Eric B. Kim, corporate senior VP in global marketing operations for Samsung Electronics, provided the conference attendees a manufacturer’s view of e-commerce by saying, “I cannot afford to ignore the channel.”
While Samsung chooses to cooperate with retailers in terms of e-tailing, Kim noted that manufacturers will be more active on the Web in the future. He cites the statistic that 80 percent of consumers are going directly to sites posted by manufacturers, which have among the highest visited sites on the web.
Those manufacturers offering products for sale on their sites are expanding their online offerings. The problem, he said, is that “channel conflict is the biggest concern. We need to have a mutual synergy there because retailers are better at selling.”
One of the main reasons for expanding online sales is that consumers mistrust consumer electronics retailers tremendously. Robert Heiblim, CEO of etown.com, said surveys indicate “67 percent of consumers say that shopping for consumer electronics is the worst shopping experience they have, even worse than car shopping, which used to be number one.”
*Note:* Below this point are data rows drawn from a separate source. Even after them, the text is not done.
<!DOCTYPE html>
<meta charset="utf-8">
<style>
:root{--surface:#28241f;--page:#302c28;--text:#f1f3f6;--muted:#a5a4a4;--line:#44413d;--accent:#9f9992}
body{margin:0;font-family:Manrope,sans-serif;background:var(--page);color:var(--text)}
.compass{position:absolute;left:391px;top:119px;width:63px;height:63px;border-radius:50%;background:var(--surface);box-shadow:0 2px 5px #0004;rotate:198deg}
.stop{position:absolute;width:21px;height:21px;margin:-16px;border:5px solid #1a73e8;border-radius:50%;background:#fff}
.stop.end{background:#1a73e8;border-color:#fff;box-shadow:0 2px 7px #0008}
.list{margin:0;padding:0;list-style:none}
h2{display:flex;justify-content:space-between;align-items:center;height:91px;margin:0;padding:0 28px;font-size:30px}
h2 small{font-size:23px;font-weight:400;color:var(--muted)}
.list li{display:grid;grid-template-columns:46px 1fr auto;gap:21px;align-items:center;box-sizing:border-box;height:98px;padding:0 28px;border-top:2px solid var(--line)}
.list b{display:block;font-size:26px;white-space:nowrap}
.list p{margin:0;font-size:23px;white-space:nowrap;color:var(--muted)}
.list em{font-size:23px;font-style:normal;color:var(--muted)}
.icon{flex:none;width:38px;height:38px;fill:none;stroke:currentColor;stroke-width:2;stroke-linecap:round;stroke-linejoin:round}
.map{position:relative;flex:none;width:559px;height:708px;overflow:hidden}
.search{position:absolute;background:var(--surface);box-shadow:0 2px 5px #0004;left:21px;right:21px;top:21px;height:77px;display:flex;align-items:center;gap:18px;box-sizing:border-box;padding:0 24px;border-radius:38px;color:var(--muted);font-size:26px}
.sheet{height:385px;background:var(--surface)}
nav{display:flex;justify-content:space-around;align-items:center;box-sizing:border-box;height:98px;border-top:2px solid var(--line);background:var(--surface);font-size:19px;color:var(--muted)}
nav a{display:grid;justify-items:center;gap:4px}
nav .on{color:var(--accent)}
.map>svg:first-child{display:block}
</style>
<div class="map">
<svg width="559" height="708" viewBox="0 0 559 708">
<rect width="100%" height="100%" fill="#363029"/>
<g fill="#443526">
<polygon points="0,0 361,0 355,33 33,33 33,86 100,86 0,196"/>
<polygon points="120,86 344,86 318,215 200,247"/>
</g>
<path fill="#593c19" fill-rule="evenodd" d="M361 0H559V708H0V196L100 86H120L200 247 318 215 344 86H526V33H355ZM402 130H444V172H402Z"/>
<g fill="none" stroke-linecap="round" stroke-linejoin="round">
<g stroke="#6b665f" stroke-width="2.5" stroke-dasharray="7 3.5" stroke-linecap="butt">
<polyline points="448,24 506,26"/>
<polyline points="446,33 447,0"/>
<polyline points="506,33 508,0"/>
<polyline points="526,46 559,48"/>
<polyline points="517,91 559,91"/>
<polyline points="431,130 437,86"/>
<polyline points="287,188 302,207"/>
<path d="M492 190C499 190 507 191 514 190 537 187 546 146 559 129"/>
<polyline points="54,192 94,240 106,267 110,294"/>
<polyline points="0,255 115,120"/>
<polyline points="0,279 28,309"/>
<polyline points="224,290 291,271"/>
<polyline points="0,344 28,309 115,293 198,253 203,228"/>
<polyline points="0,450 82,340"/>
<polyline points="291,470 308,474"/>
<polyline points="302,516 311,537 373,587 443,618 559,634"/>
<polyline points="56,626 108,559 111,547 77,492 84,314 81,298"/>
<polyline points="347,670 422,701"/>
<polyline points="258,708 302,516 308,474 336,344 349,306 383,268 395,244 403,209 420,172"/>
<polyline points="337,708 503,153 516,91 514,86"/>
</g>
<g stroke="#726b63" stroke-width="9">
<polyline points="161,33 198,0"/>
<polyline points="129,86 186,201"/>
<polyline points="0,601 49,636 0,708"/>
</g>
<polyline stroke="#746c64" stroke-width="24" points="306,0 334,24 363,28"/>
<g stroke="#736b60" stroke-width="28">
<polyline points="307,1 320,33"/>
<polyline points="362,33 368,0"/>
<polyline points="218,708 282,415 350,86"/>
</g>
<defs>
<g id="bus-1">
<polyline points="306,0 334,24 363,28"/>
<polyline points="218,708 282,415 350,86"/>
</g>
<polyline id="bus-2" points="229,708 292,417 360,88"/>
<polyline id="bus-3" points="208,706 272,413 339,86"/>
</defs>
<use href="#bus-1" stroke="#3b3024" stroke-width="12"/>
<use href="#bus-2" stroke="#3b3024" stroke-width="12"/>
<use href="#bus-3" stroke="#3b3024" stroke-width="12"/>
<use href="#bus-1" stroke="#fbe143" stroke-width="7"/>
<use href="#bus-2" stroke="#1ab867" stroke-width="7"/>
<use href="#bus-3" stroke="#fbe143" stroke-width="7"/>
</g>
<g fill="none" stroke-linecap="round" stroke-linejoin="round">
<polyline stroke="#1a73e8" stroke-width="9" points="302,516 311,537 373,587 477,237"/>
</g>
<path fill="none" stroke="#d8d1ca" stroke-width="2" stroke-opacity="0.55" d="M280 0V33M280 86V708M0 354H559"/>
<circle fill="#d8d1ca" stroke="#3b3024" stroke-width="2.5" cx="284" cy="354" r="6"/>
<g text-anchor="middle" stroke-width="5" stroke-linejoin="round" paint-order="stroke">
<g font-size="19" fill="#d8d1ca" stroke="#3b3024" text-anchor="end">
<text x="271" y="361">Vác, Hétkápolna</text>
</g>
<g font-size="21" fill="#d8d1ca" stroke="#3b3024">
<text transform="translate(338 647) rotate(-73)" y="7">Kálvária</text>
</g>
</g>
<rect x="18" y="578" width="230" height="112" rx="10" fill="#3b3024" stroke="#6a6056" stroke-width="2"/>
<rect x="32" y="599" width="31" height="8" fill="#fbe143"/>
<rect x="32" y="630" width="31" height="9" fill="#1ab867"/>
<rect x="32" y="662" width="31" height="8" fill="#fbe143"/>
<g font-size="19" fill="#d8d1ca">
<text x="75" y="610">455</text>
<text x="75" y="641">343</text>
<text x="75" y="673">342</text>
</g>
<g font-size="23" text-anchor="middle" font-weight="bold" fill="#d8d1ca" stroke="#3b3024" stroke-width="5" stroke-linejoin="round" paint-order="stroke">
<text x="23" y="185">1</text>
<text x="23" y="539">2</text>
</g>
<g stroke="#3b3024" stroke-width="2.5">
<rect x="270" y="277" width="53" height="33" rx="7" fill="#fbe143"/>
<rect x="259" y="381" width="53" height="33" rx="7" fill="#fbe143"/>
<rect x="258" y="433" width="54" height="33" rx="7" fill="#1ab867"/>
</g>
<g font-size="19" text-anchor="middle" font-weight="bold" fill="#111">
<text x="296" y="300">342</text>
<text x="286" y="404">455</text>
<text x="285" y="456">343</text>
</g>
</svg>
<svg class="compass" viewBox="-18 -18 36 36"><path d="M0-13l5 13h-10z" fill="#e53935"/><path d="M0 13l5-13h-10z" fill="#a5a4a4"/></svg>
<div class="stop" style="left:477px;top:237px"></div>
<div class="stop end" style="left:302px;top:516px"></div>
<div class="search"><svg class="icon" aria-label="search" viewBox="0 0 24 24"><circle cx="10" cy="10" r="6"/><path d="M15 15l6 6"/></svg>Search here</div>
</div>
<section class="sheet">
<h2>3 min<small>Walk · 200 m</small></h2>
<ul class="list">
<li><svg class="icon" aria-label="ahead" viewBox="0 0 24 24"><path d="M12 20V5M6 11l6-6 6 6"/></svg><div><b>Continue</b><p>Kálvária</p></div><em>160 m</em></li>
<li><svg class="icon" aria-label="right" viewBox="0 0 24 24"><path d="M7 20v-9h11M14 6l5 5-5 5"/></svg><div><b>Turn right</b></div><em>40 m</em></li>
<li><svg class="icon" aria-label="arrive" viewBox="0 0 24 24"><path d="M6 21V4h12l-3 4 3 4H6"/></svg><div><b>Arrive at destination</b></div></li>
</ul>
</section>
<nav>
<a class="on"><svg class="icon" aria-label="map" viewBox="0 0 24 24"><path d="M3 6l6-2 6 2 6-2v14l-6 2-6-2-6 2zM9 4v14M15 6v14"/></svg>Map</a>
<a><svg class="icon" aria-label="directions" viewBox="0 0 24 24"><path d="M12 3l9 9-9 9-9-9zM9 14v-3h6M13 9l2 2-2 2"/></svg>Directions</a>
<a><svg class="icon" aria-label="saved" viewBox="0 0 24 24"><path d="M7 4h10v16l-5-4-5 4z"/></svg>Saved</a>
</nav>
The rapid change to digital technology will work to the advantage of online sales because of the need to get accurate information and research, which can be done online with such sites as etown.com. Kim said that the development of new technology in the marketplace “changes the nature of a sale from a transaction to a relationship. Consumers love to do research about consumer electronics.”
He also noted that due to all the new products entering the marketplace, chances for a manufacturer and/or a retailer to develop a relationship with a consumer is greater. “A consumer interested in a DVD player, MP3 player or digital TV is the same customer.”
Kim added that manufacturers and retailers, wither e-tail-only or click & brick, can act as partners in the following ways: joint market development, integrated supply chain, customer service, shared customer database and shared margins.
Noel Lee, the founder of Monster Cable, agreed that manufacturers and online retailers need to develop a profitable partnership – and he suggested e-tailers should push the public relations and promotional angle by promoting a “manufacturer’s brand name and image beyond the way a manufacturer could have imagined it.”
Lee also noted that online retailers should give vendors an outlet to promote their products in a way “they could not do it with traditional retailers. Guarantee price parity with the manufacturers’ brick & mortar distribution.” As for manufacturers, they should also use the Web as a promotional vehicle, providing content to online retailers.
But Lee pushed three key points in his presentation: “Fulfill your goal of making your product available to online shoppers with minimal impact on your traditional retailers. Develop special agreements that covers all of your online concerns. And indicate that unilateral pricing policies can be enforced online as well.”